* **TASK OBJECTIVE**
Return the lines below exactly, from the first line to the line that contains "context.lineJoin = 'round';". Leave out pictures.

* **TASK MATERIAL**
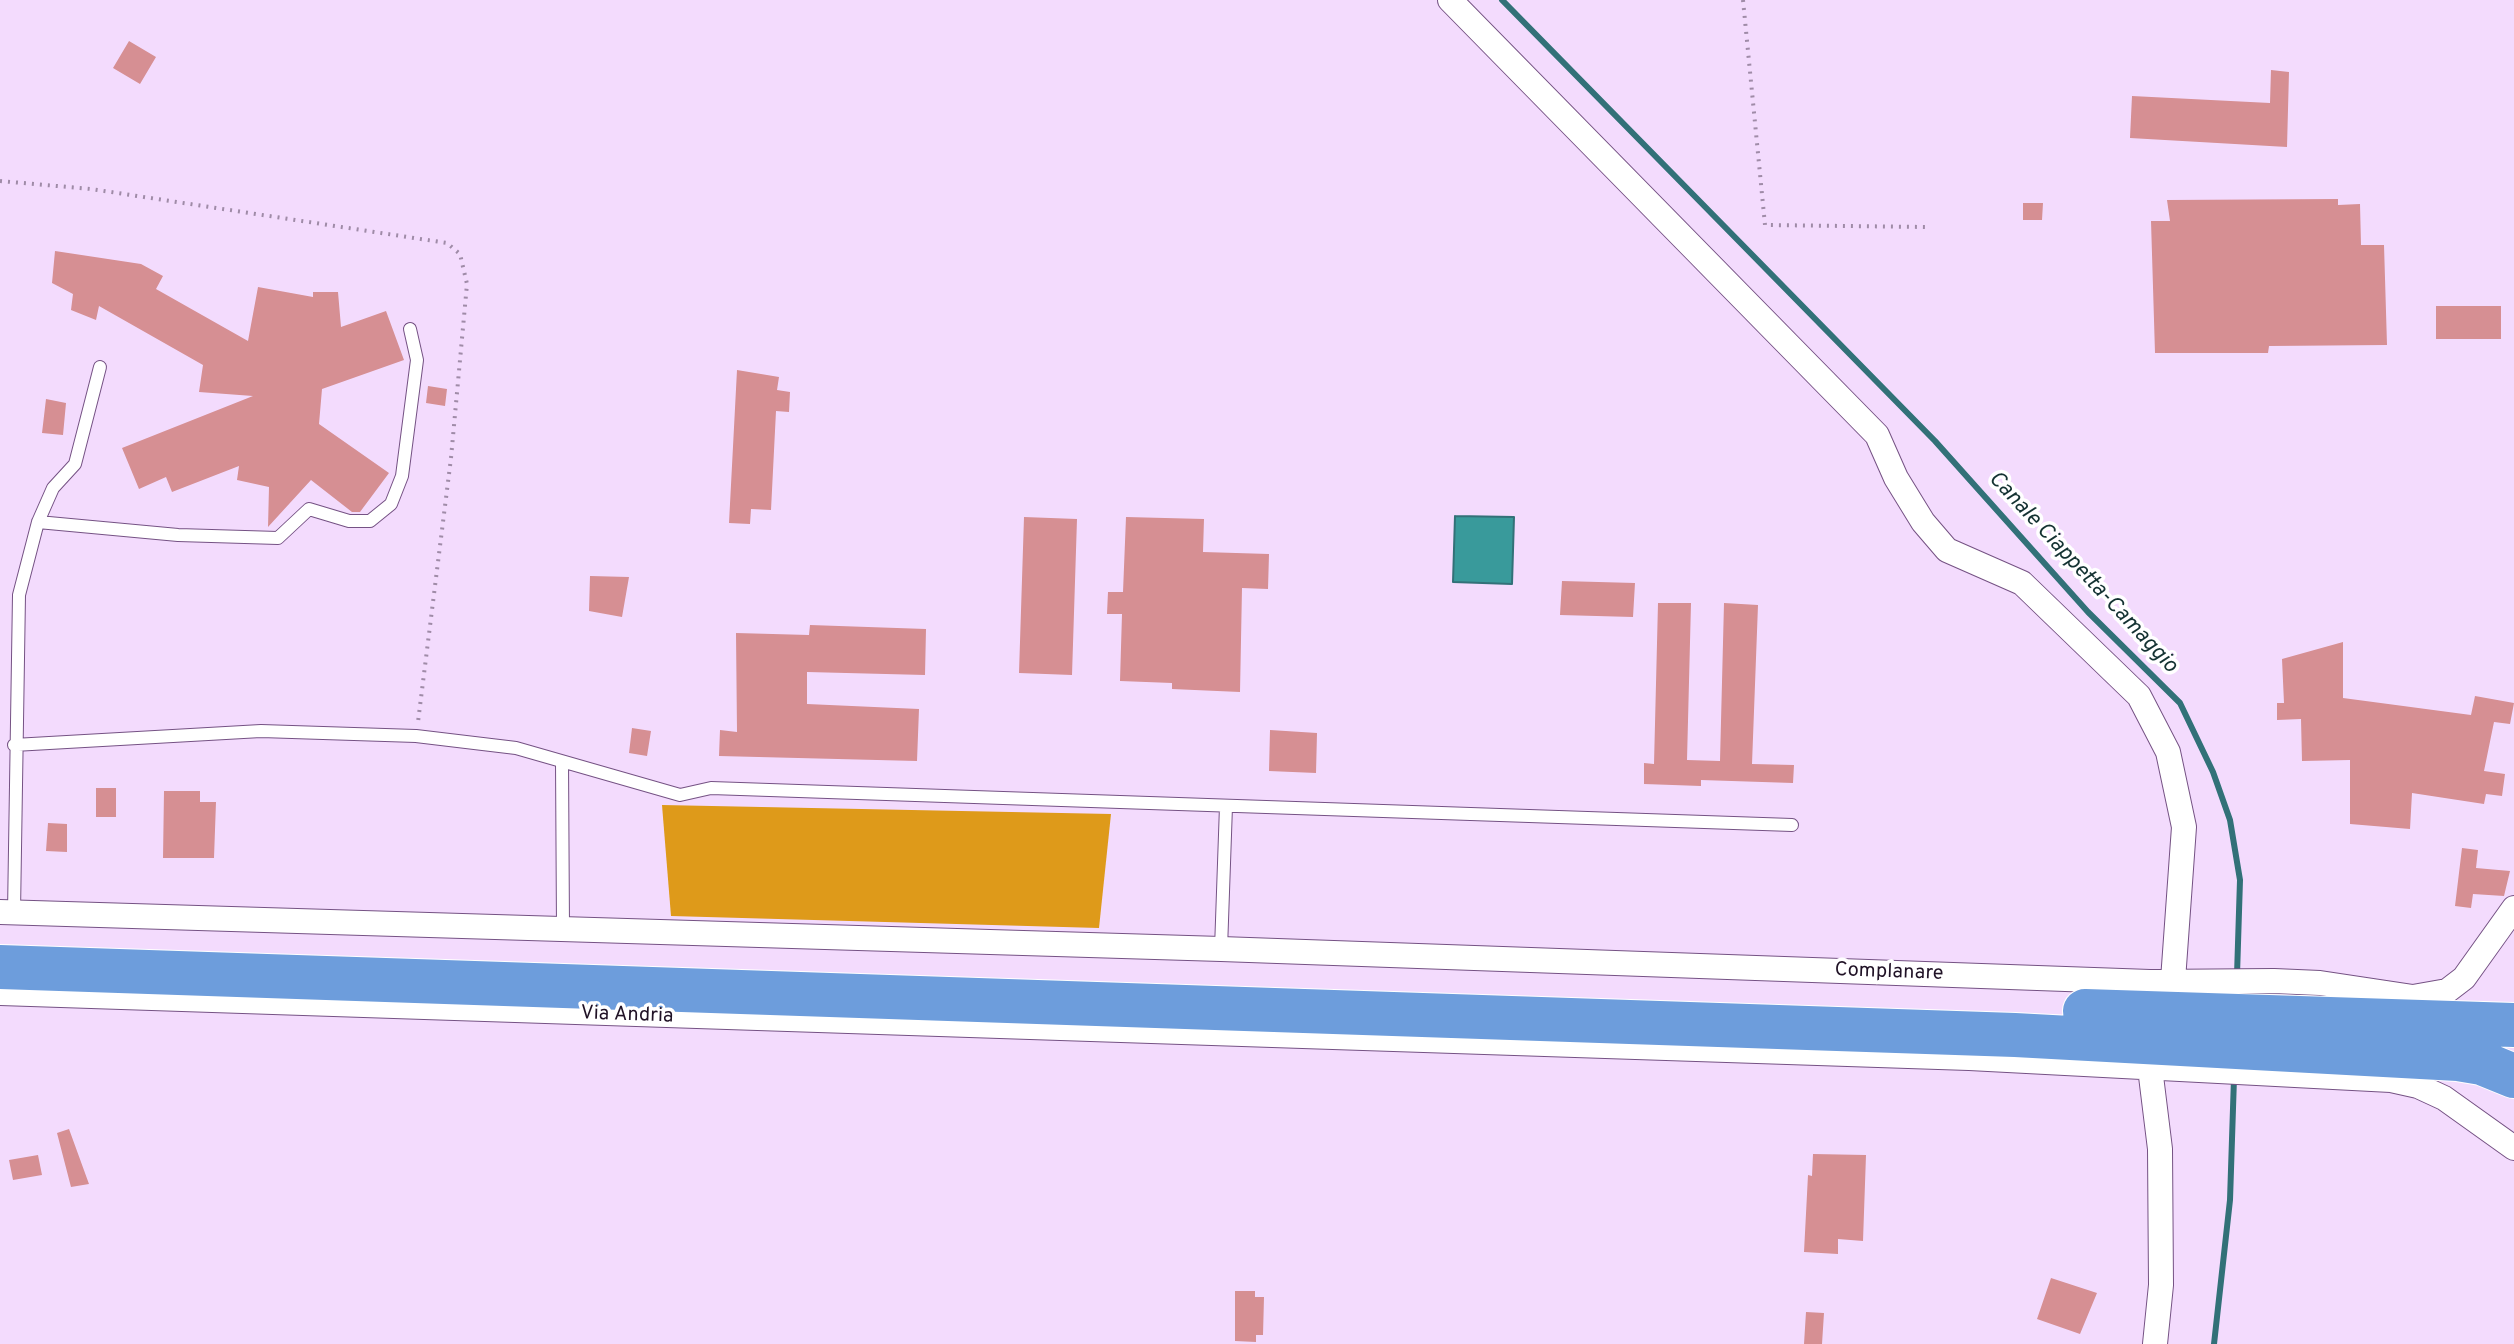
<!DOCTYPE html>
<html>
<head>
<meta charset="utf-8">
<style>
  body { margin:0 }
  canvas { display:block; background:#f3dbfd }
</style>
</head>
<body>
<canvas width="2514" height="1344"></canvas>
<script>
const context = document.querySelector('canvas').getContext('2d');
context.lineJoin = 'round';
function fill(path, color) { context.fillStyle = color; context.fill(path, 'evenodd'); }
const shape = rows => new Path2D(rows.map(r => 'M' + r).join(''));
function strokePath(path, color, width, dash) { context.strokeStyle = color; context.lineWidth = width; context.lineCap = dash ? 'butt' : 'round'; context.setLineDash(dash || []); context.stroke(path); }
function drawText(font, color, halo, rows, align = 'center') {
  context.font = font + ' Overpass,sans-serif'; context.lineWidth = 7; context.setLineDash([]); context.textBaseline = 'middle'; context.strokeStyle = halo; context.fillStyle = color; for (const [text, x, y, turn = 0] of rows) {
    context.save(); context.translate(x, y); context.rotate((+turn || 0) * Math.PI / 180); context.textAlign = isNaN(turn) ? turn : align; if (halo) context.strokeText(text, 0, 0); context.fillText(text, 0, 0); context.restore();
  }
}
fill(shape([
  [662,805,1111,814,1099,928,671,916]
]), '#de9a1a');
const water = shape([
  [1455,516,1514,517,1512,584,1453,582,1455,516]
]);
fill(water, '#399a9b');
strokePath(water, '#327178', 2);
strokePath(shape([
  [1502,0,1935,441,2088,612,2180,703,2213,772,2230,820,2240,880,2237,975],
  [2214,1344,2230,1200,2234,1078]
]), '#327178', 6);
fill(shape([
  [129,41,156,57,140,84,113,68],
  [2271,70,2289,72,2287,147,2130,138,2132,96,2270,103],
  [2338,199,2338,205,2360,204,2361,245,2384,245,2387,345,2269,346,2268,353,2155,353,2151,221,2170,221,2167,200],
  [2023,203,2043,203,2042,220,2023,220],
  [55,251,141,264,163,276,156,289,248,341,258,287,313,297,313,292,338,292,341,327,386,311,404,360,322,389,319,424,389,473,360,512,352,512,311,480,268,527,269,487,237,480,239,466,172,492,166,477,139,489,122,448,253,396,199,392,203,365,99,306,96,320,71,310,73,294,52,283],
  [2436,306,2501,306,2501,339,2436,339],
  [737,370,779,377,777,390,790,392,789,412,776,411,771,510,751,509,750,524,729,523],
  [428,386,447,389,445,406,426,403],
  [46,399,66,403,63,435,42,433],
  [1024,517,1077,519,1072,675,1019,673],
  [1126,517,1204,519,1203,552,1269,554,1268,589,1242,588,1240,692,1172,689,1172,683,1120,681,1122,614,1107,614,1108,592,1123,592],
  [590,576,629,577,622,617,589,611],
  [1562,581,1635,583,1633,617,1560,615],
  [1658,603,1691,603,1687,760,1720,761,1724,603,1758,605,1752,764,1794,765,1793,783,1701,780,1701,786,1644,784,1644,763,1654,764],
  [810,625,926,629,925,675,807,672,807,704,919,709,917,761,719,756,720,730,737,732,736,633,809,635],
  [2343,642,2343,698,2471,715,2475,696,2514,703,2510,724,2494,722,2484,771,2505,774,2502,796,2486,794,2484,804,2412,793,2410,829,2350,824,2350,760,2302,761,2301,719,2277,720,2277,703,2284,703,2282,659],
  [632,728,651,731,647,756,629,753],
  [1270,730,1317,733,1316,773,1269,771],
  [96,788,116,788,116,817,96,817],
  [164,791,200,791,200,802,216,802,214,858,163,858],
  [48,823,67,824,67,852,46,851],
  [2462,848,2478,850,2476,868,2510,871,2504,896,2473,894,2471,908,2455,906],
  [69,1129,89,1184,71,1187,57,1133],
  [1813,1154,1866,1155,1863,1241,1838,1239,1838,1254,1804,1252,1808,1175,1812,1176],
  [38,1155,42,1175,13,1180,9,1160],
  [2051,1278,2097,1293,2080,1334,2037,1319],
  [1235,1291,1255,1291,1255,1297,1264,1297,1263,1335,1256,1335,1256,1342,1235,1341],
  [1806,1312,1824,1313,1822,1344,1804,1344]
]), '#d68f93');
const lane = shape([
  [38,522,178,535,278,538,309,509,349,521,370,521,391,504,402,476,417,360,410,329],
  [14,745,261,731,416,736,516,748,680,795,711,788,1792,825],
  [562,762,563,928],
  [14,912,19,595,38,522,53,488,75,464,100,367],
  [1221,949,1226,806]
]);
const street = shape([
  [1450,0,1877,435,1896,478,1923,522,1947,550,2022,583,2139,696,2168,752,2184,827,2173,980],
  [0,912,1221,949,2150,982,2274,981,2320,983,2413,997,2447,991,2464,978,2514,908],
  [0,993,1969,1058,2391,1080,2418,1086,2444,1098,2514,1148],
  [2150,1068,2160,1149,2161,1285,2155,1344]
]);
const highway = shape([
  [0,967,2015,1035,2458,1059,2482,1063,2514,1076],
  [2085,1011,2514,1025]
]);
strokePath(lane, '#755284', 14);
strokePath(street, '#755284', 26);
strokePath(highway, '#fff', 46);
strokePath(shape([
  [1743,0,1765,225,1925,227],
  [0,181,91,189,447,243,460,254,467,284,451,458,418,722]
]), '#9f8ba7', 4, [2, 6]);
strokePath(lane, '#fff', 12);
strokePath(street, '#fff', 24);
strokePath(highway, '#6d9ddc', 44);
drawText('20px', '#201226', '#fff', [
  ["Complanare",1889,973,2],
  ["Via Andria",627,1016,2]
]);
drawText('italic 22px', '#143232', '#fff', [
  ["Canale Ciappetta-Camaggio",2082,573,47]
]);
</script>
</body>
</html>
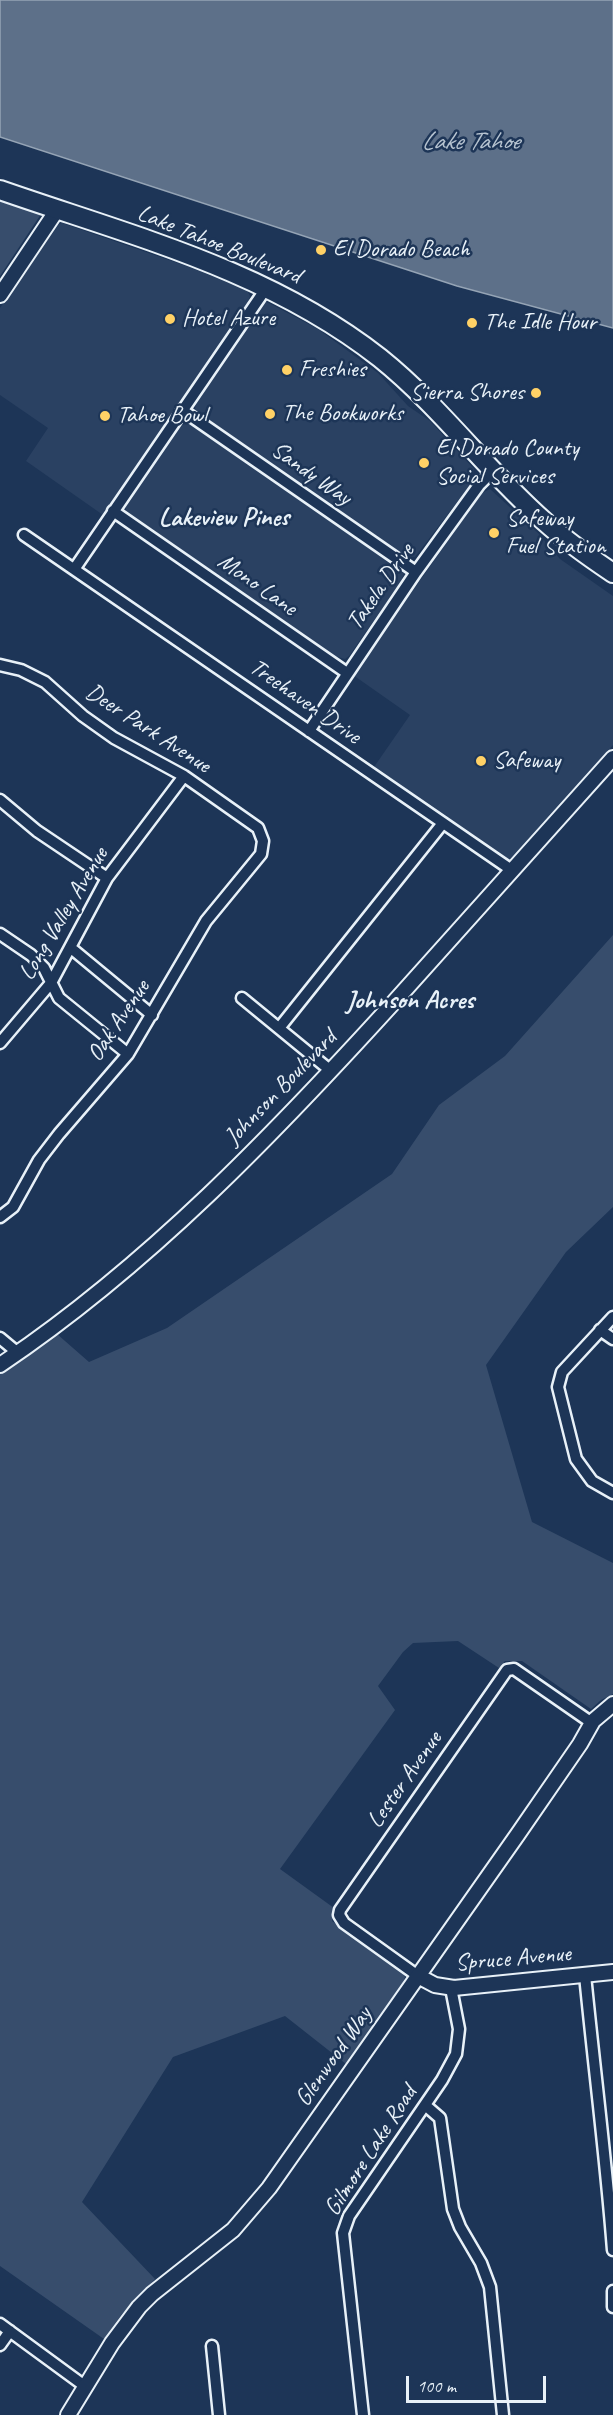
<!DOCTYPE html>
<html>
<head>
<meta charset="utf-8">
<style>
	body { margin:0 }
	#map { position:relative; width:613px; height:2415px; overflow:hidden; background:#1d3557; font-family:Caveat,sans-serif }
	canvas { display:block }
	.scale { position:absolute; left:406px; top:2376px; width:140px; height:27px; box-sizing:border-box; border:3px solid #e8f1f8; border-top:0; padding-left:8px; font-size:18px; line-height:21px; white-space:nowrap; color:#e8f1f8; -webkit-text-stroke:4px #1d3557; paint-order:stroke }
</style>
</head>
<body>
<div id="map">
<canvas width="613" height="2415"></canvas>
<div class="scale">100 m</div>
</div>
<script>
const g = document.querySelector('canvas').getContext('2d');
g.lineJoin = 'round';
function fillPath(path, color) { g.fillStyle = color; g.fill(path, 'evenodd'); }
function stroke(path, color, width, dash) { g.strokeStyle = color; g.lineWidth = width; g.lineCap = dash ? 'butt' : 'round'; g.setLineDash(dash || []); g.stroke(path); }
function drawText(font, color, halo, rows, align = 'center') {
  g.font = font + ' Caveat,sans-serif'; g.lineWidth = 5; g.setLineDash([]); g.textBaseline = 'middle'; g.strokeStyle = halo; g.fillStyle = color; for (const [text, x, y, turn = 0] of rows) {
    g.save(); g.translate(x, y); g.rotate((+turn || 0) * Math.PI / 180); g.textAlign = isNaN(turn) ? turn : align; if (halo) g.strokeText(text, 0, 0); g.fillText(text, 0, 0); g.restore();
  }
}
fillPath(new Path2D(`
	M 62,223 L 189,267 L 247,290 L 250,296 L 248,303 L 103,515 L 26,461 L 48,428 L 0,395 L 0,308 L 59,224 Z
	M 265,301 L 318,329 L 378,373 L 408,406 L 430,421 L 474,469 L 474,480 L 415,557 L 405,556 L 195,410 L 196,401 Z
	M 187,423 L 197,427 L 401,569 L 404,573 L 401,582 L 349,656 L 345,659 L 334,656 L 126,511 L 125,505 L 127,501 L 178,427 Z
	M 490,489 L 538,533 L 560,559 L 613,596 L 613,745 L 517,855 L 508,859 L 374,767 L 410,715 L 353,675 L 482,493 Z`), '#2a4162');
fillPath(new Path2D(`
	M 0,194 L 43,211 L 0,276 Z
	M 613,935 L 613,1207 L 566,1252 L 486,1365 L 532,1522 L 613,1563 L 613,1694 L 601,1700 L 591,1709 L 522,1661 L 505,1661 L 499,1668 L 458,1641 L 413,1643 L 403,1652 L 378,1686 L 395,1710 L 280,1869 L 334,1908 L 332,1921 L 401,1971 L 405,1977 L 403,1983 L 346,2064 L 285,2016 L 173,2057 L 82,2202 L 155,2279 L 122,2314 L 104,2339 L 0,2266 L 0,1374 L 57,1334 L 89,1362 L 167,1328 L 392,1174 L 439,1105 L 505,1056 Z`), '#374d6c');
const water = new Path2D(`
	M 0,0 L 613,0 L 613,328 L 457,286 L 0,137 Z`);
fillPath(water, '#5d7089');
stroke(water, '#95a4b5', 1.5);
const minor = new Path2D(`
	M 182,410 L 416,572
	M 113,511 L 347,673
	M 24,535 L 513,871
	M 75,568 L 267,287
	M 0,665 L 21,670 L 45,682 L 83,716 L 114,738 L 184,776 L 258,828 L 263,841 L 261,854 L 206,921 L 128,1054 L 59,1134 L 39,1160 L 13,1207 L 0,1217
	M 309,731 L 416,572 L 479,485 L 494,470
	M 0,800 L 37,831 L 107,878
	M 0,934 L 31,955 L 44,968 L 59,998 L 128,1054
	M 71,948 L 152,1015
	M 242,998 L 331,1071
	M 280,1027 L 443,823
	M 0,1043 L 51,983 L 107,878 L 184,776
	M 613,1317 L 562,1372 L 558,1387 L 576,1459 L 592,1481 L 613,1493
	M 600,1330 L 613,1339
	M 0,1338 L 18,1353
	M 585,1975 C 594,2067 606,2158 613,2250
	M 418,1976 L 344,1923 L 339,1915 L 340,1910 L 507,1670 L 514,1669 L 592,1723
	M 425,2105 L 440,2118 L 453,2209 L 460,2227 L 481,2263 L 490,2287 L 503,2415
	M 613,2291 L 613,2307
	M 0,2324 L 86,2387
	M 0,2345 L 10,2331
	M 212,2346 L 219,2415
	M 363,2415 L 343,2233 L 349,2216 L 442,2080 L 456,2054 L 459,2029 L 451,1988`);
const tertiary = new Path2D(`
	M 0,295 L 57,210
	M 0,1365 C 149,1265 275,1133 395,1001 C 468,920 541,839 613,758
	M 418,1976 L 435,1985 L 454,1988 L 613,1972
	M 68,2415 L 112,2343 L 139,2307 L 152,2294 L 233,2230 L 269,2188 L 518,1834 L 580,1744 L 593,1721 L 613,1704`);
const trunk = new Path2D(`
	M 0,190 C 132,236 268,270 380,358 C 441,407 486,470 544,521 C 565,540 589,557 613,573`);
stroke(minor, '#e8f1f8', 15);
stroke(tertiary, '#e8f1f8', 18);
stroke(trunk, '#e8f1f8', 22);
stroke(minor, '#1d3557', 10);
stroke(tertiary, '#1d3557', 14);
stroke(trunk, '#1d3557', 18);
for (const [x, y, r, color] of [
	[321,250,6,"#ffd166"],
	[170,319,6,"#ffd166"],
	[472,323,6,"#ffd166"],
	[287,370,6,"#ffd166"],
	[536,393,6,"#ffd166"],
	[270,414,6,"#ffd166"],
	[105,416,6,"#ffd166"],
	[424,463,6,"#ffd166"],
	[494,533,6,"#ffd166"],
	[481,761,6,"#ffd166"]
]) { const dot = new Path2D(); dot.arc(x, y, r, 0, 2 * Math.PI); g.fillStyle = color; g.fill(dot); stroke(dot, '#1d3557', 2); }
drawText('24px', '#e8f1f8', '#1d3557', [
	["Lake Tahoe Boulevard",219,245,22],
	["Sandy Way",311,474,35],
	["Mono Lane",257,585,35],
	["Takela Drive",381,587,-55],
	["Treehaven Drive",305,702,35],
	["Deer Park Avenue",148,729,33],
	["Long Valley Avenue",64,914,-59],
	["Oak Avenue",119,1021,-56],
	["Johnson Boulevard",281,1088,-46],
	["Lester Avenue",405,1780,-55],
	["Spruce Avenue",513,1959,-5],
	["Glenwood Way",334,2057,-55],
	["Gilmore Lake Road",371,2151,-57]
]);
drawText('24px', '#e8f1f8', '#1d3557', [
	["El Dorado Beach",333,250],
	["Hotel Azure",182,319],
	["The Idle Hour",484,323],
	["Freshies",299,370],
	["Sierra Shores",524,393,"right"],
	["The Bookworks",282,414],
	["Tahoe Bowl",117,416],
	["El Dorado County",436,449],
	["Social Services",436,477],
	["Safeway",506,519],
	["Fuel Station",506,547],
	["Safeway",493,761]
], 'left');
drawText('italic 26px', '#b7c4d1', '#1d3557', [
	["Lake Tahoe",470,142]
]);
drawText('bold 26px', '#e8f1f8', '#1d3557', [
	["Lakeview Pines",224,518],
	["Johnson Acres",410,1001]
]);
</script>
</body>
</html>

* **RESPONSE AREA**
<!DOCTYPE html>
<html>
<head>
<meta charset="utf-8">
<style>
  body { margin:0 }
  canvas { display:block; background:#f3dbfd }
</style>
</head>
<body>
<canvas width="2514" height="1344"></canvas>
<script>
const context = document.querySelector('canvas').getContext('2d');
context.lineJoin = 'round';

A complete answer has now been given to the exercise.